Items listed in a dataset
--------

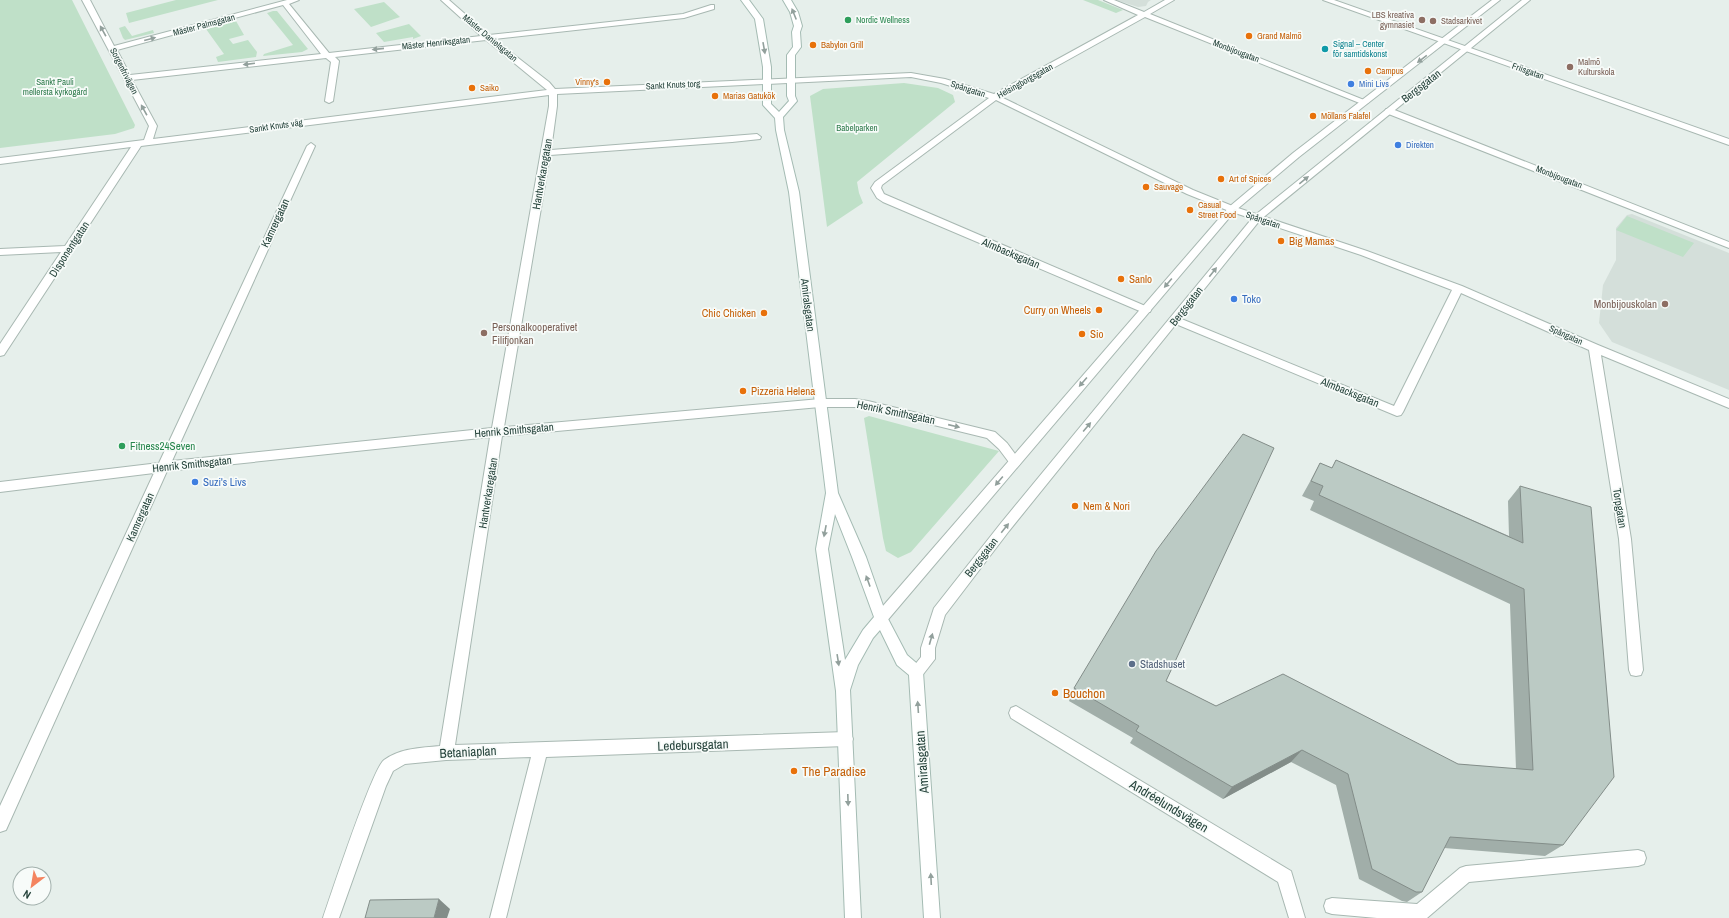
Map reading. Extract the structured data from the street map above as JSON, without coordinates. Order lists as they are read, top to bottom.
{
  "streets": {
    "street": [
      "Mäster Palmsgatan",
      "Mäster Danielsgatan",
      "Mäster Henriksgatan",
      "Monbijougatan",
      "Sorgenfrivägen",
      "Friisgatan",
      "Helsingborgsgatan",
      "Sankt Knuts torg",
      "Bergsgatan",
      "Spångatan",
      "Sankt Knuts väg",
      "Hantverkaregatan",
      "Kamrergatan",
      "Disponentgatan",
      "Almbacksgatan",
      "Amiralsgatan",
      "Henrik Smithsgatan",
      "Torpgatan",
      "Ledebursgatan",
      "Betaniaplan",
      "Andréelundsvägen"
    ]
  },
  "crossings": [
    ["Mäster Palmsgatan", "Sorgenfrivägen"],
    ["Mäster Danielsgatan", "Mäster Henriksgatan"],
    ["Mäster Danielsgatan", "Sankt Knuts torg"],
    ["Mäster Danielsgatan", "Sankt Knuts väg"],
    ["Mäster Danielsgatan", "Hantverkaregatan"],
    ["Mäster Henriksgatan", "Sorgenfrivägen"],
    ["Monbijougatan", "Helsingborgsgatan"],
    ["Monbijougatan", "Bergsgatan"],
    ["Sorgenfrivägen", "Sankt Knuts väg"],
    ["Friisgatan", "Bergsgatan"],
    ["Helsingborgsgatan", "Spångatan"],
    ["Helsingborgsgatan", "Almbacksgatan"],
    ["Sankt Knuts torg", "Spångatan"],
    ["Sankt Knuts torg", "Sankt Knuts väg"],
    ["Sankt Knuts torg", "Hantverkaregatan"],
    ["Bergsgatan", "Spångatan"],
    ["Bergsgatan", "Almbacksgatan"],
    ["Bergsgatan", "Amiralsgatan"],
    ["Bergsgatan", "Henrik Smithsgatan"],
    ["Spångatan", "Almbacksgatan"],
    ["Spångatan", "Torpgatan"],
    ["Sankt Knuts väg", "Hantverkaregatan"],
    ["Sankt Knuts väg", "Disponentgatan"],
    ["Hantverkaregatan", "Henrik Smithsgatan"],
    ["Hantverkaregatan", "Betaniaplan"],
    ["Kamrergatan", "Henrik Smithsgatan"],
    ["Amiralsgatan", "Henrik Smithsgatan"],
    ["Amiralsgatan", "Ledebursgatan"],
    ["Ledebursgatan", "Betaniaplan"]
  ],
  "one_way": ["Mäster Palmsgatan", "Mäster Henriksgatan", "Sorgenfrivägen"],
  "parks": ["Sankt Pauli mellersta kyrkogård", "Babelparken"],
  "places": [
    "Nordic Wellness",
    "LBS kreativa gymnasiet",
    "Stadsarkivet",
    "Grand Malmö",
    "Babylon Grill",
    "Signal – Center för samtidskonst",
    "Malmö Kulturskola",
    "Campus",
    "Vinny's",
    "Mini Livs",
    "Saiko",
    "Marias Gatukök",
    "Möllans Falafel",
    "Direkten",
    "Art of Spices",
    "Sauvage",
    "Casual Street Food",
    "Big Mamas",
    "Sanlo",
    "Toko",
    "Monbijouskolan",
    "Curry on Wheels",
    "Chic Chicken",
    "Personalkooperativet Filifjonkan",
    "Sio",
    "Pizzeria Helena",
    "Fitness24Seven",
    "Suzi's Livs",
    "Nem & Nori",
    "Stadshuset",
    "Bouchon",
    "The Paradise"
  ],
  "north": "bottom left"
}
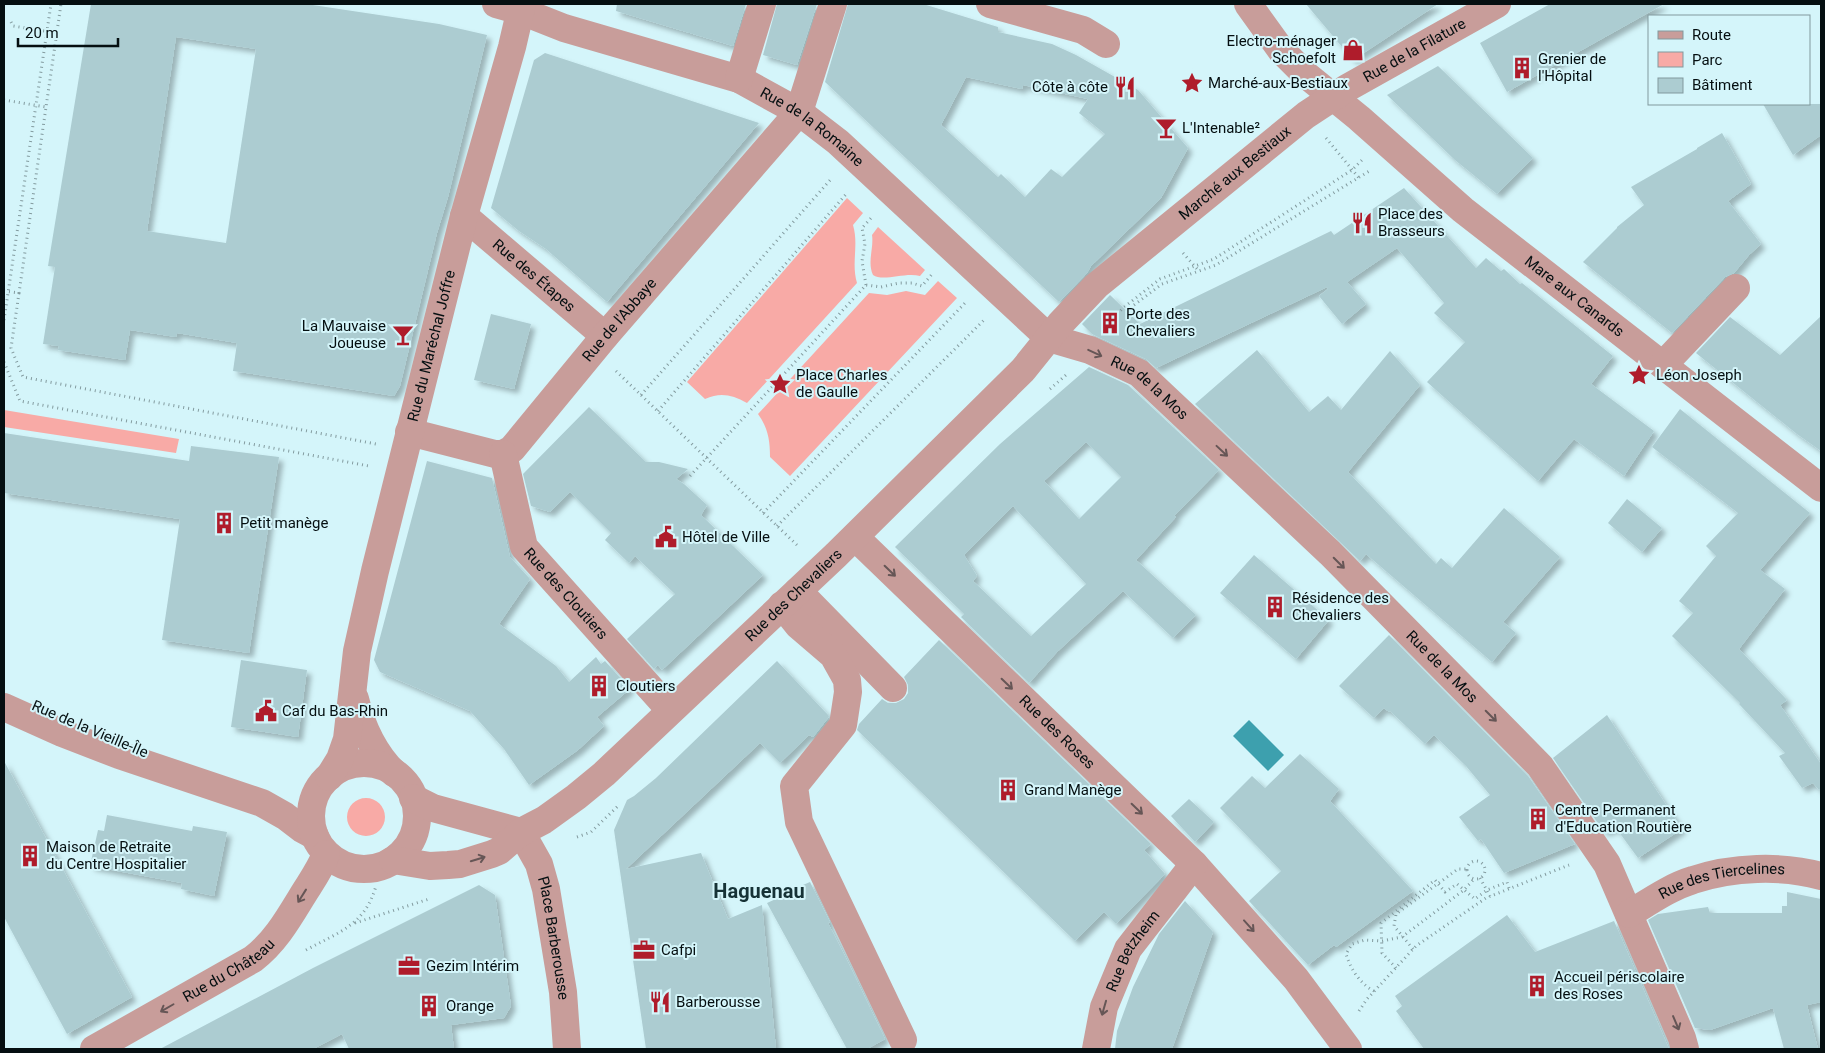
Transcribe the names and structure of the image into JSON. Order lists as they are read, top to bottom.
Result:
{
  "streets": {
    "street": [
      "Rue de la Filature",
      "Rue de la Romaine",
      "Marché aux Bestiaux",
      "Rue des Étapes",
      "Mare aux Canards",
      "Rue de l'Abbaye",
      "Rue du Maréchal Joffre",
      "Rue de la Mos",
      "Rue des Cloutiers",
      "Rue des Chevaliers",
      "Rue de la Vieille-Île",
      "Rue des Roses",
      "Rue des Tiercelines",
      "Place Barberousse",
      "Rue Betzheim",
      "Rue du Château"
    ]
  },
  "crossings": [
    ["Rue de la Filature", "Marché aux Bestiaux"],
    ["Rue de la Filature", "Mare aux Canards"],
    ["Rue de la Romaine", "Marché aux Bestiaux"],
    ["Rue de la Romaine", "Rue de l'Abbaye"],
    ["Rue de la Romaine", "Rue du Maréchal Joffre"],
    ["Rue de la Romaine", "Rue de la Mos"],
    ["Rue de la Romaine", "Rue des Chevaliers"],
    ["Marché aux Bestiaux", "Mare aux Canards"],
    ["Marché aux Bestiaux", "Rue de la Mos"],
    ["Marché aux Bestiaux", "Rue des Chevaliers"],
    ["Rue des Étapes", "Rue de l'Abbaye"],
    ["Rue des Étapes", "Rue du Maréchal Joffre"],
    ["Rue de l'Abbaye", "Rue des Cloutiers"],
    ["Rue du Maréchal Joffre", "Rue de la Vieille-Île"],
    ["Rue du Maréchal Joffre", "Rue du Château"],
    ["Rue de la Mos", "Rue des Chevaliers"],
    ["Rue de la Mos", "Rue des Tiercelines"],
    ["Rue des Cloutiers", "Rue des Chevaliers"],
    ["Rue des Chevaliers", "Rue des Roses"],
    ["Rue des Chevaliers", "Place Barberousse"],
    ["Rue de la Vieille-Île", "Rue du Château"],
    ["Rue des Roses", "Rue Betzheim"]
  ],
  "one_way": [
    "Rue de la Mos",
    "Rue des Roses",
    "Rue Betzheim",
    "Rue du Château"
  ],
  "districts": ["Haguenau"],
  "places": {
    "shop": ["Electro-ménager Schoefolt"],
    "building": [
      "Grenier de l'Hôpital",
      "Porte des Chevaliers",
      "Petit manège",
      "Résidence des Chevaliers",
      "Cloutiers",
      "Grand Manège",
      "Centre Permanent d'Education Routière",
      "Maison de Retraite du Centre Hospitalier",
      "Accueil périscolaire des Roses",
      "Orange"
    ],
    "place": ["Marché-aux-Bestiaux", "Léon Joseph", "Place Charles de Gaulle"],
    "restaurant": ["Côte à côte", "Place des Brasseurs", "Barberousse"],
    "bar": ["L'Intenable²", "La Mauvaise Joueuse"],
    "public building": ["Hôtel de Ville", "Caf du Bas-Rhin"],
    "office": ["Cafpi", "Gezim Intérim"]
  },
  "legend": ["Route", "Parc", "Bâtiment"],
  "scale_bar": "20 m"
}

--------

The task
Return the entries exactly as given. Do not include pictures.

Task response
Map reading. Extract the structured data from the street map above as JSON, without coordinates. Order lists as they are read, top to bottom.
{
  "streets": {
    "street": [
      "Mäster Palmsgatan",
      "Mäster Danielsgatan",
      "Mäster Henriksgatan",
      "Monbijougatan",
      "Sorgenfrivägen",
      "Friisgatan",
      "Helsingborgsgatan",
      "Sankt Knuts torg",
      "Bergsgatan",
      "Spångatan",
      "Sankt Knuts väg",
      "Hantverkaregatan",
      "Kamrergatan",
      "Disponentgatan",
      "Almbacksgatan",
      "Amiralsgatan",
      "Henrik Smithsgatan",
      "Torpgatan",
      "Ledebursgatan",
      "Betaniaplan",
      "Andréelundsvägen"
    ]
  },
  "crossings": [
    ["Mäster Palmsgatan", "Sorgenfrivägen"],
    ["Mäster Danielsgatan", "Mäster Henriksgatan"],
    ["Mäster Danielsgatan", "Sankt Knuts torg"],
    ["Mäster Danielsgatan", "Sankt Knuts väg"],
    ["Mäster Danielsgatan", "Hantverkaregatan"],
    ["Mäster Henriksgatan", "Sorgenfrivägen"],
    ["Monbijougatan", "Helsingborgsgatan"],
    ["Monbijougatan", "Bergsgatan"],
    ["Sorgenfrivägen", "Sankt Knuts väg"],
    ["Friisgatan", "Bergsgatan"],
    ["Helsingborgsgatan", "Spångatan"],
    ["Helsingborgsgatan", "Almbacksgatan"],
    ["Sankt Knuts torg", "Spångatan"],
    ["Sankt Knuts torg", "Sankt Knuts väg"],
    ["Sankt Knuts torg", "Hantverkaregatan"],
    ["Bergsgatan", "Spångatan"],
    ["Bergsgatan", "Almbacksgatan"],
    ["Bergsgatan", "Amiralsgatan"],
    ["Bergsgatan", "Henrik Smithsgatan"],
    ["Spångatan", "Almbacksgatan"],
    ["Spångatan", "Torpgatan"],
    ["Sankt Knuts väg", "Hantverkaregatan"],
    ["Sankt Knuts väg", "Disponentgatan"],
    ["Hantverkaregatan", "Henrik Smithsgatan"],
    ["Hantverkaregatan", "Betaniaplan"],
    ["Kamrergatan", "Henrik Smithsgatan"],
    ["Amiralsgatan", "Henrik Smithsgatan"],
    ["Amiralsgatan", "Ledebursgatan"],
    ["Ledebursgatan", "Betaniaplan"]
  ],
  "one_way": ["Mäster Palmsgatan", "Mäster Henriksgatan", "Sorgenfrivägen"],
  "parks": ["Sankt Pauli mellersta kyrkogård", "Babelparken"],
  "places": [
    "Nordic Wellness",
    "LBS kreativa gymnasiet",
    "Stadsarkivet",
    "Grand Malmö",
    "Babylon Grill",
    "Signal – Center för samtidskonst",
    "Malmö Kulturskola",
    "Campus",
    "Vinny's",
    "Mini Livs",
    "Saiko",
    "Marias Gatukök",
    "Möllans Falafel",
    "Direkten",
    "Art of Spices",
    "Sauvage",
    "Casual Street Food",
    "Big Mamas",
    "Sanlo",
    "Toko",
    "Monbijouskolan",
    "Curry on Wheels",
    "Chic Chicken",
    "Personalkooperativet Filifjonkan",
    "Sio",
    "Pizzeria Helena",
    "Fitness24Seven",
    "Suzi's Livs",
    "Nem & Nori",
    "Stadshuset",
    "Bouchon",
    "The Paradise"
  ],
  "north": "bottom left"
}
Transcribe the names and structure of the image into JSON. Order lists as they are read, top to bottom.
Result:
{
  "streets": {
    "street": [
      "Rue de la Filature",
      "Rue de la Romaine",
      "Marché aux Bestiaux",
      "Rue des Étapes",
      "Mare aux Canards",
      "Rue de l'Abbaye",
      "Rue du Maréchal Joffre",
      "Rue de la Mos",
      "Rue des Cloutiers",
      "Rue des Chevaliers",
      "Rue de la Vieille-Île",
      "Rue des Roses",
      "Rue des Tiercelines",
      "Place Barberousse",
      "Rue Betzheim",
      "Rue du Château"
    ]
  },
  "crossings": [
    ["Rue de la Filature", "Marché aux Bestiaux"],
    ["Rue de la Filature", "Mare aux Canards"],
    ["Rue de la Romaine", "Marché aux Bestiaux"],
    ["Rue de la Romaine", "Rue de l'Abbaye"],
    ["Rue de la Romaine", "Rue du Maréchal Joffre"],
    ["Rue de la Romaine", "Rue de la Mos"],
    ["Rue de la Romaine", "Rue des Chevaliers"],
    ["Marché aux Bestiaux", "Mare aux Canards"],
    ["Marché aux Bestiaux", "Rue de la Mos"],
    ["Marché aux Bestiaux", "Rue des Chevaliers"],
    ["Rue des Étapes", "Rue de l'Abbaye"],
    ["Rue des Étapes", "Rue du Maréchal Joffre"],
    ["Rue de l'Abbaye", "Rue des Cloutiers"],
    ["Rue du Maréchal Joffre", "Rue de la Vieille-Île"],
    ["Rue du Maréchal Joffre", "Rue du Château"],
    ["Rue de la Mos", "Rue des Chevaliers"],
    ["Rue de la Mos", "Rue des Tiercelines"],
    ["Rue des Cloutiers", "Rue des Chevaliers"],
    ["Rue des Chevaliers", "Rue des Roses"],
    ["Rue des Chevaliers", "Place Barberousse"],
    ["Rue de la Vieille-Île", "Rue du Château"],
    ["Rue des Roses", "Rue Betzheim"]
  ],
  "one_way": [
    "Rue de la Mos",
    "Rue des Roses",
    "Rue Betzheim",
    "Rue du Château"
  ],
  "districts": ["Haguenau"],
  "places": {
    "shop": ["Electro-ménager Schoefolt"],
    "building": [
      "Grenier de l'Hôpital",
      "Porte des Chevaliers",
      "Petit manège",
      "Résidence des Chevaliers",
      "Cloutiers",
      "Grand Manège",
      "Centre Permanent d'Education Routière",
      "Maison de Retraite du Centre Hospitalier",
      "Accueil périscolaire des Roses",
      "Orange"
    ],
    "place": ["Marché-aux-Bestiaux", "Léon Joseph", "Place Charles de Gaulle"],
    "restaurant": ["Côte à côte", "Place des Brasseurs", "Barberousse"],
    "bar": ["L'Intenable²", "La Mauvaise Joueuse"],
    "public building": ["Hôtel de Ville", "Caf du Bas-Rhin"],
    "office": ["Cafpi", "Gezim Intérim"]
  },
  "legend": ["Route", "Parc", "Bâtiment"],
  "scale_bar": "20 m"
}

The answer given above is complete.